* _Goal of the exercise_: Since only the total is wanted, give the number of lines in the listing below that hold the string "positions" and add nothing.

Data for this task START

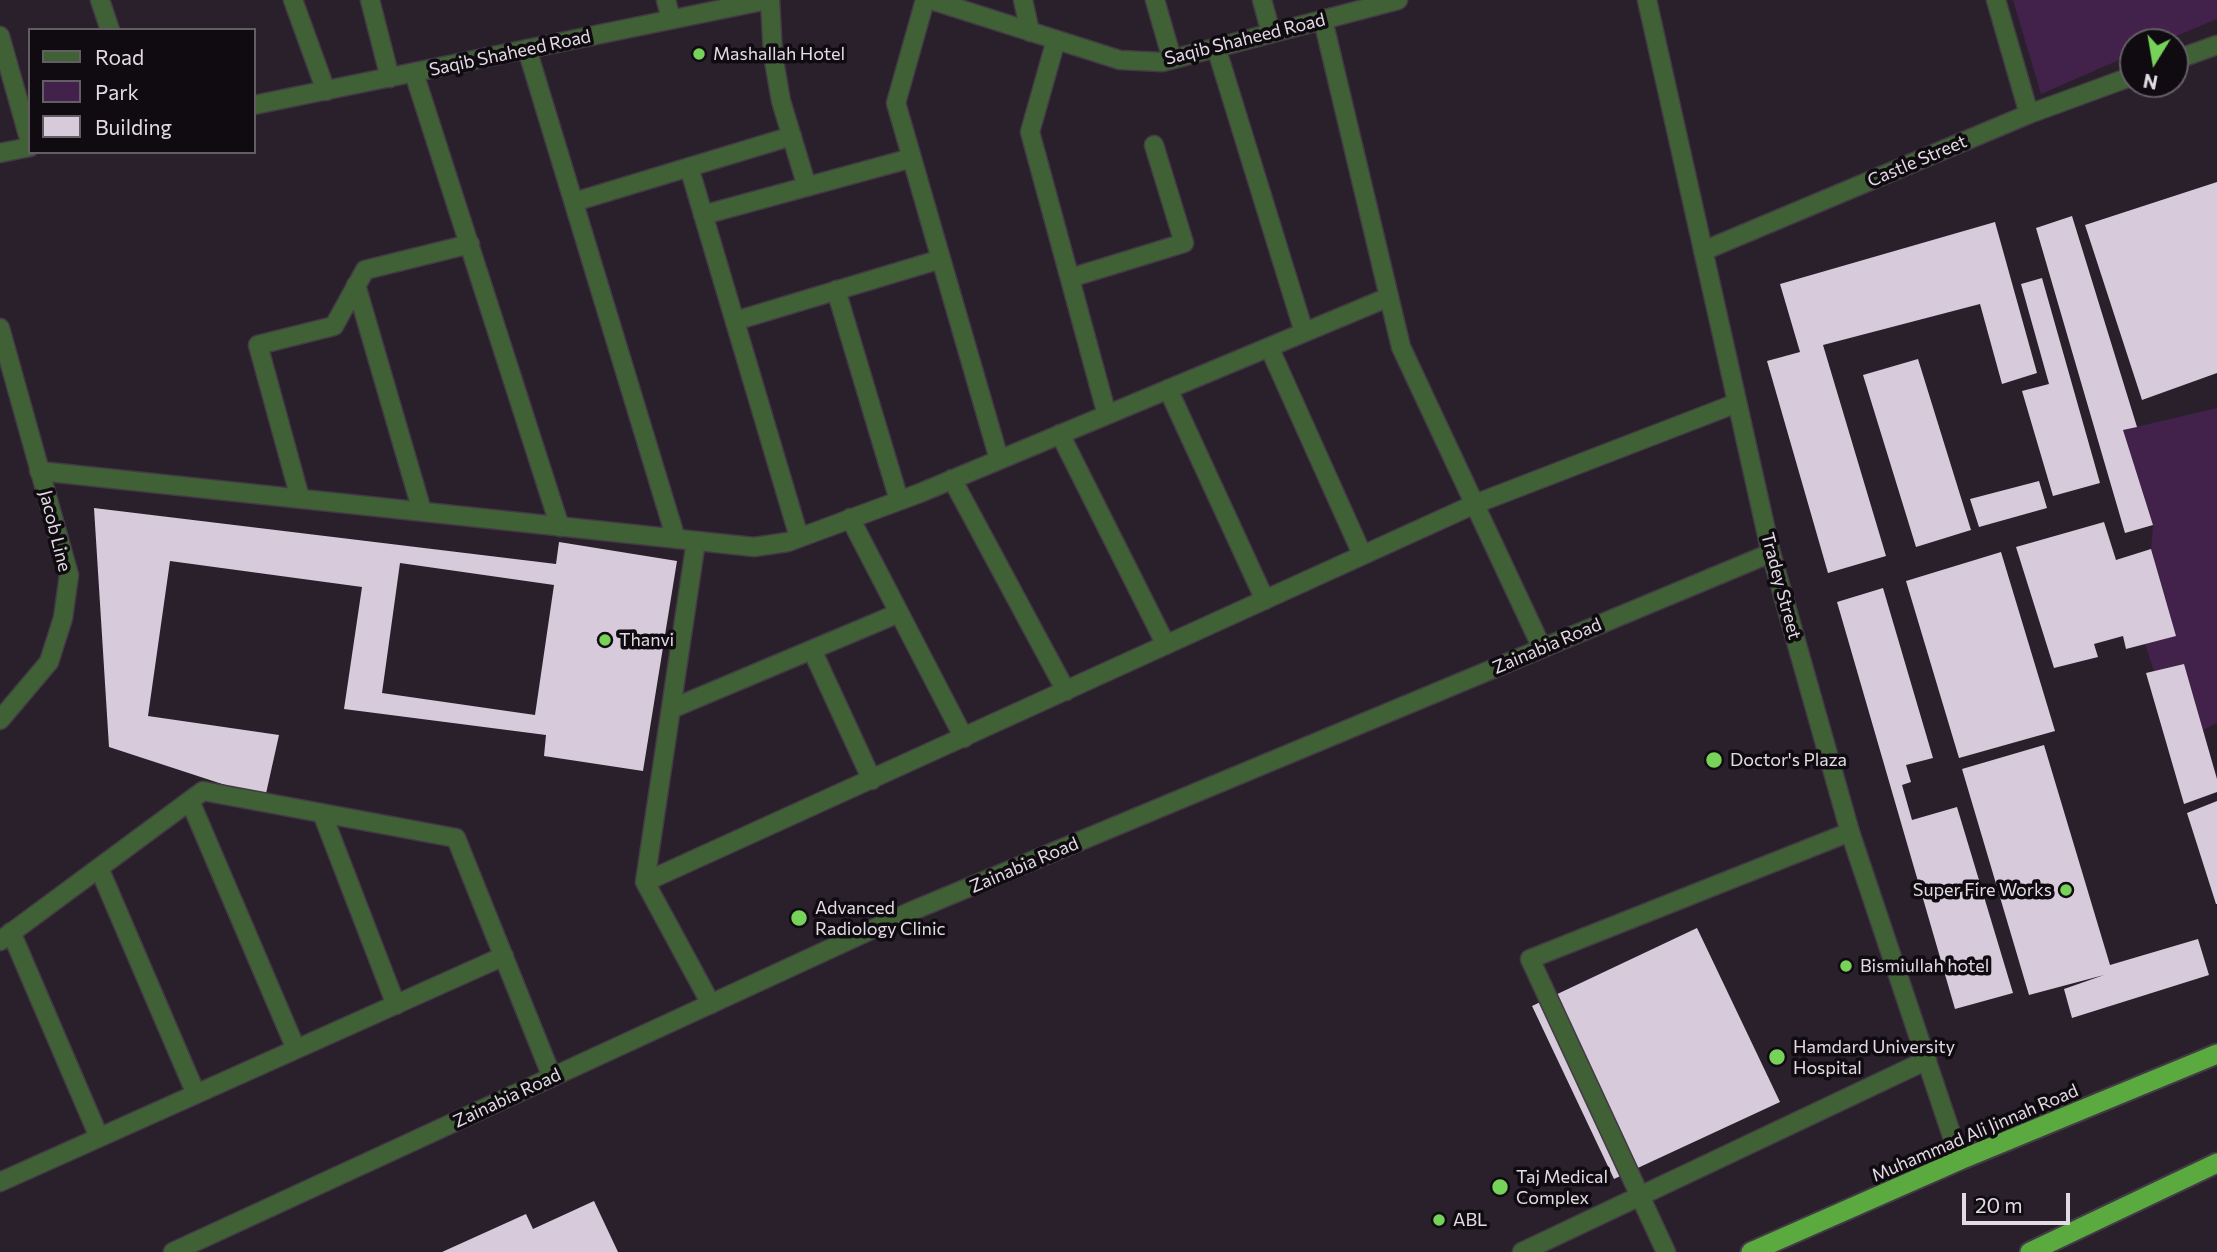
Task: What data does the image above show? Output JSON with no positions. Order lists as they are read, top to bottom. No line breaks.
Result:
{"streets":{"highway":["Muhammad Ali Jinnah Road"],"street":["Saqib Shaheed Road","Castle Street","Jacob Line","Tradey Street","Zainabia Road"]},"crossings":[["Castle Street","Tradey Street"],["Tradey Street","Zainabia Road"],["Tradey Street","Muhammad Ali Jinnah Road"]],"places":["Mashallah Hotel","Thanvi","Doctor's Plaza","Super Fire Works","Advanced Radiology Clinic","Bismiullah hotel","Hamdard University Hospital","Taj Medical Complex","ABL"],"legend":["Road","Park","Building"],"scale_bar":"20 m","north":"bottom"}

Data for this task END
Data for this task START

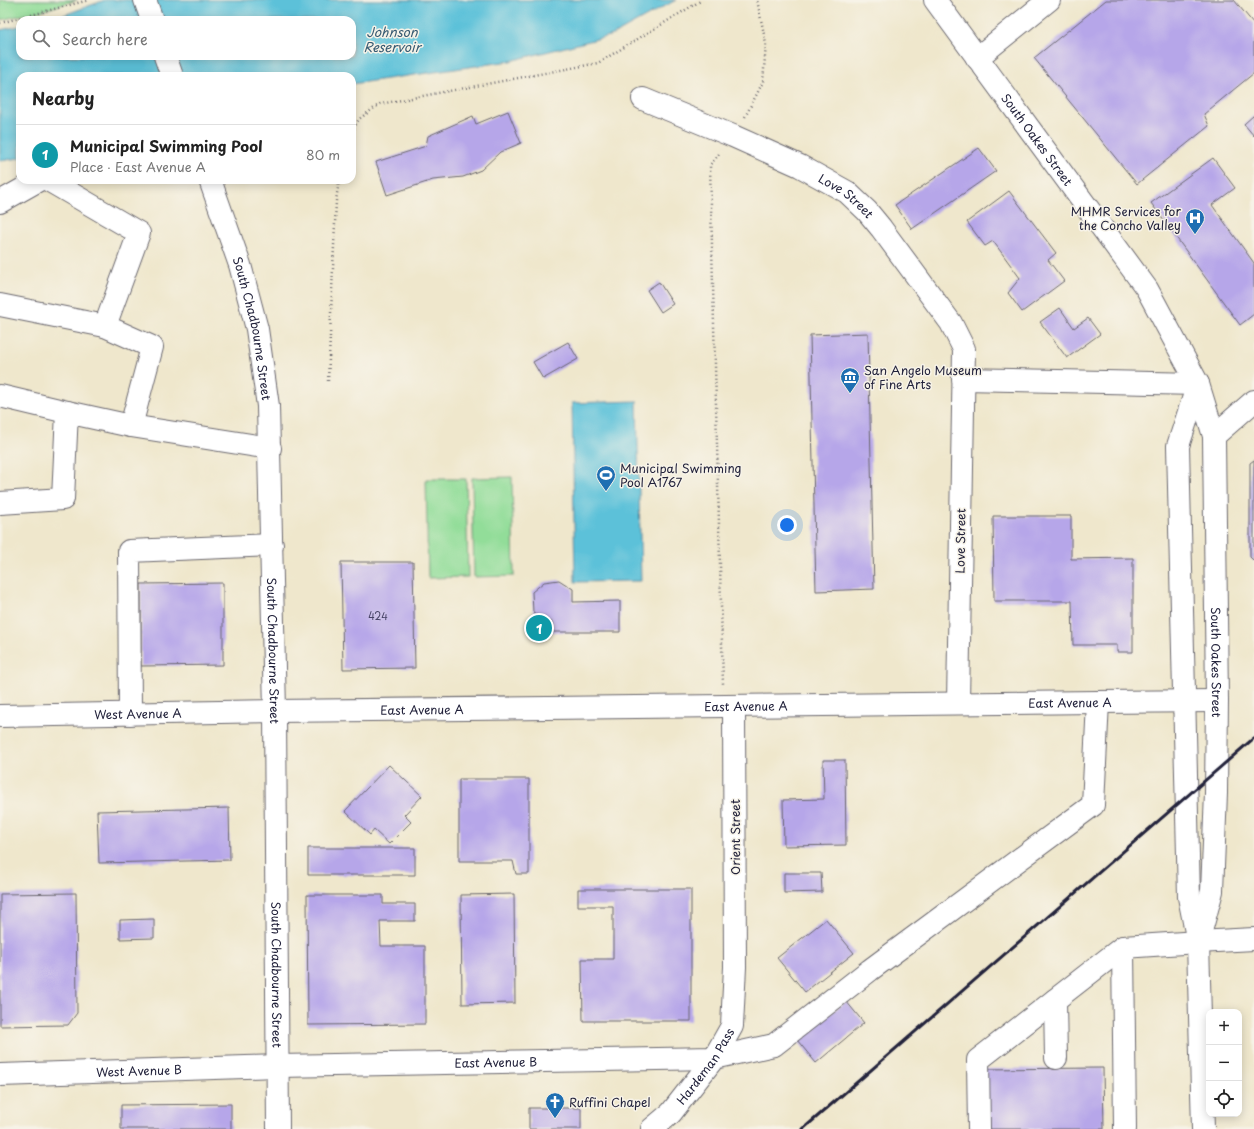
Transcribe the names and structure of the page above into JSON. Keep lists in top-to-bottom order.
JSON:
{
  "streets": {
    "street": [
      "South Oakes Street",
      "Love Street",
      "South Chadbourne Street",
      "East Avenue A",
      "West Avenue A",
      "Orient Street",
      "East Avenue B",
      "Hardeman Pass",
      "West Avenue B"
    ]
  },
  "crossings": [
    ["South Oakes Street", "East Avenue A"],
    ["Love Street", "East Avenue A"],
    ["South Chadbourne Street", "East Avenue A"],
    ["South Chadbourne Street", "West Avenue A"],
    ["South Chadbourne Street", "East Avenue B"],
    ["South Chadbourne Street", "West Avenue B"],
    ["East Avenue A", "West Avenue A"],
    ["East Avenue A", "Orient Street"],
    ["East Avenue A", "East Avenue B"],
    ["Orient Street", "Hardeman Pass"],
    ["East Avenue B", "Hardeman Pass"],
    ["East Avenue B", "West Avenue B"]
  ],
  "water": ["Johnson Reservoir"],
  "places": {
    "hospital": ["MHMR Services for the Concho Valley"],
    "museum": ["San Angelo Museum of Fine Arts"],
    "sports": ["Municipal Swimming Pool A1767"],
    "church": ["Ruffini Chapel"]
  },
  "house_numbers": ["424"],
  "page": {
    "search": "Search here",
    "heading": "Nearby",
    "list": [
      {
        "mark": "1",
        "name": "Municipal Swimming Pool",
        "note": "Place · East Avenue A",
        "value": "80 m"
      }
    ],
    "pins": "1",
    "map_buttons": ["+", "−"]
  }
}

Data for this task END
Data for this task START

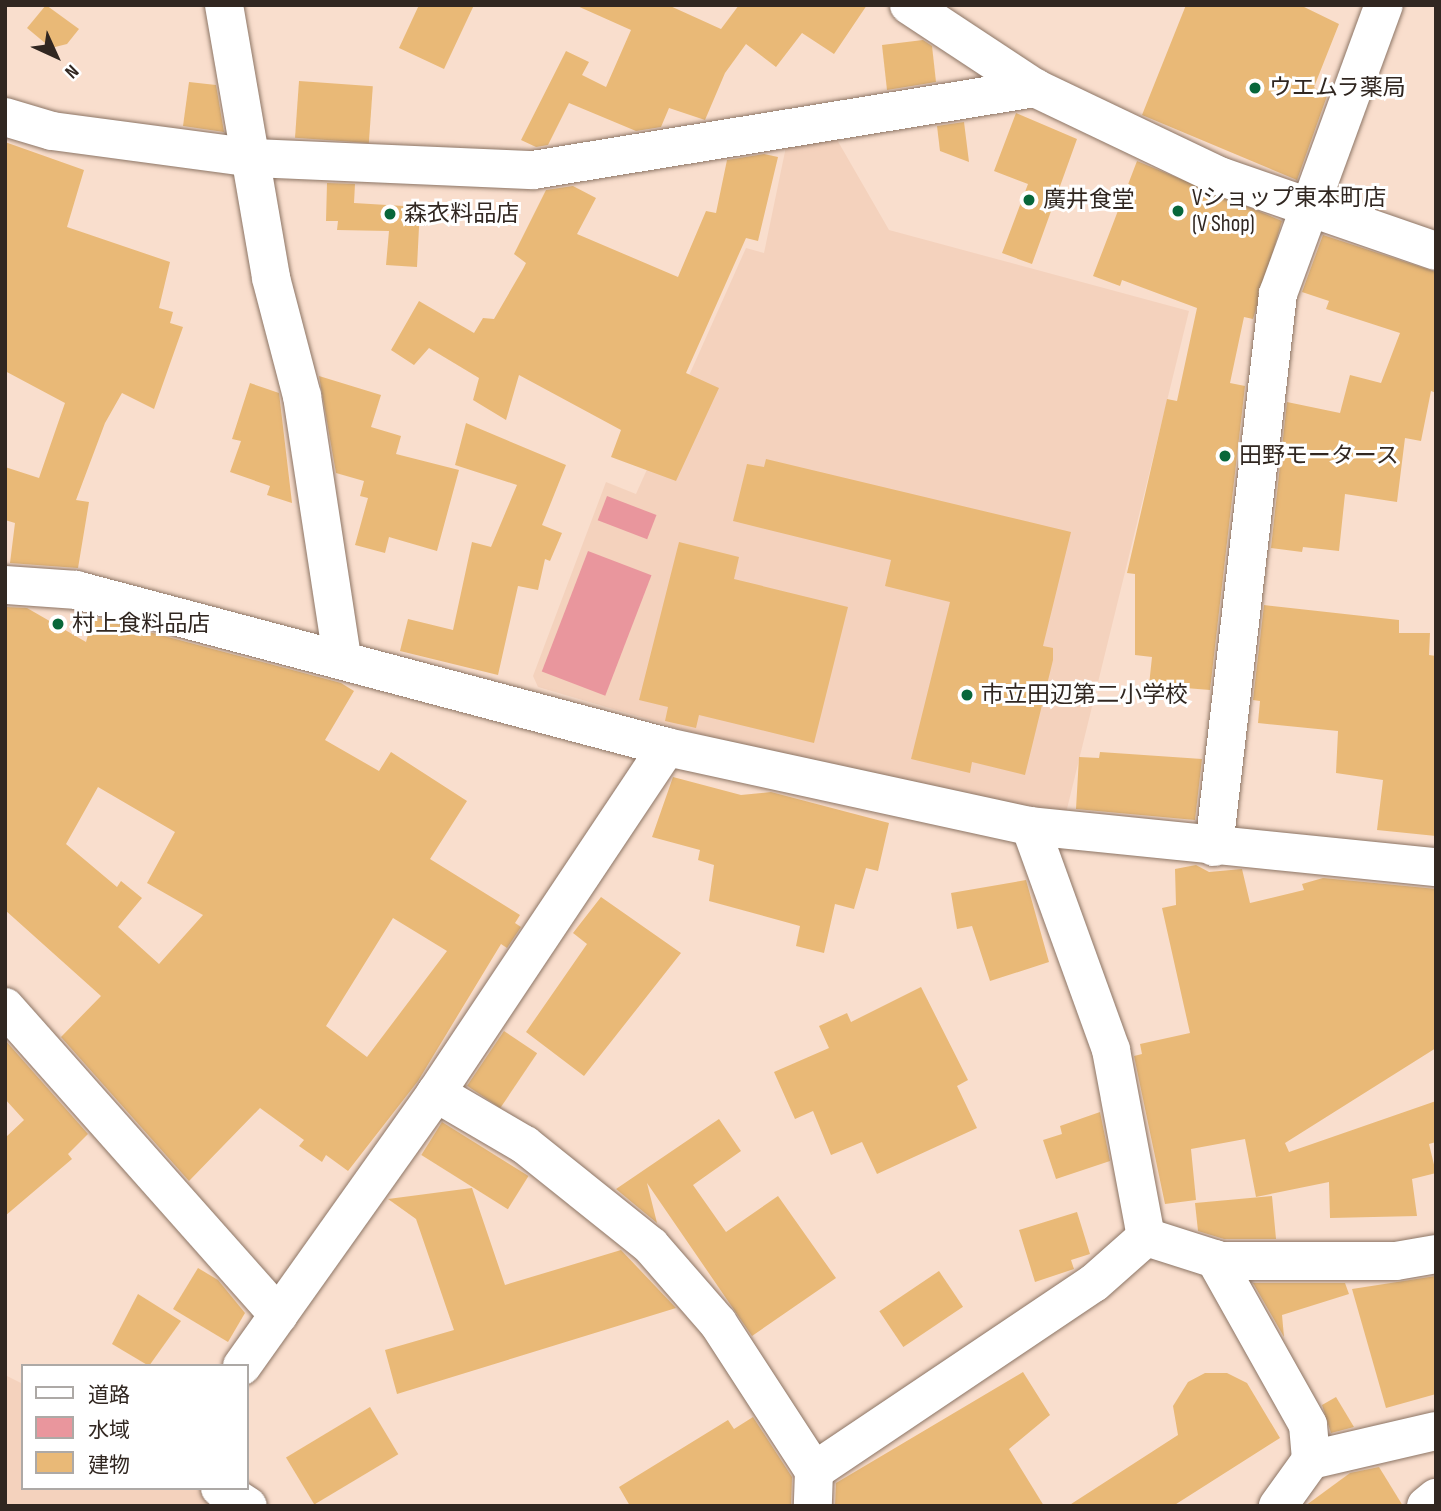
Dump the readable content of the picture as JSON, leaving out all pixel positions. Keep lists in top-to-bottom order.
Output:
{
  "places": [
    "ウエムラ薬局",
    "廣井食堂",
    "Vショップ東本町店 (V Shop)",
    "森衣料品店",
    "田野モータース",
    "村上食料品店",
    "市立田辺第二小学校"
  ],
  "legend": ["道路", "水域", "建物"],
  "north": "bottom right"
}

Data for this task END

* _Solution to the problem_: 2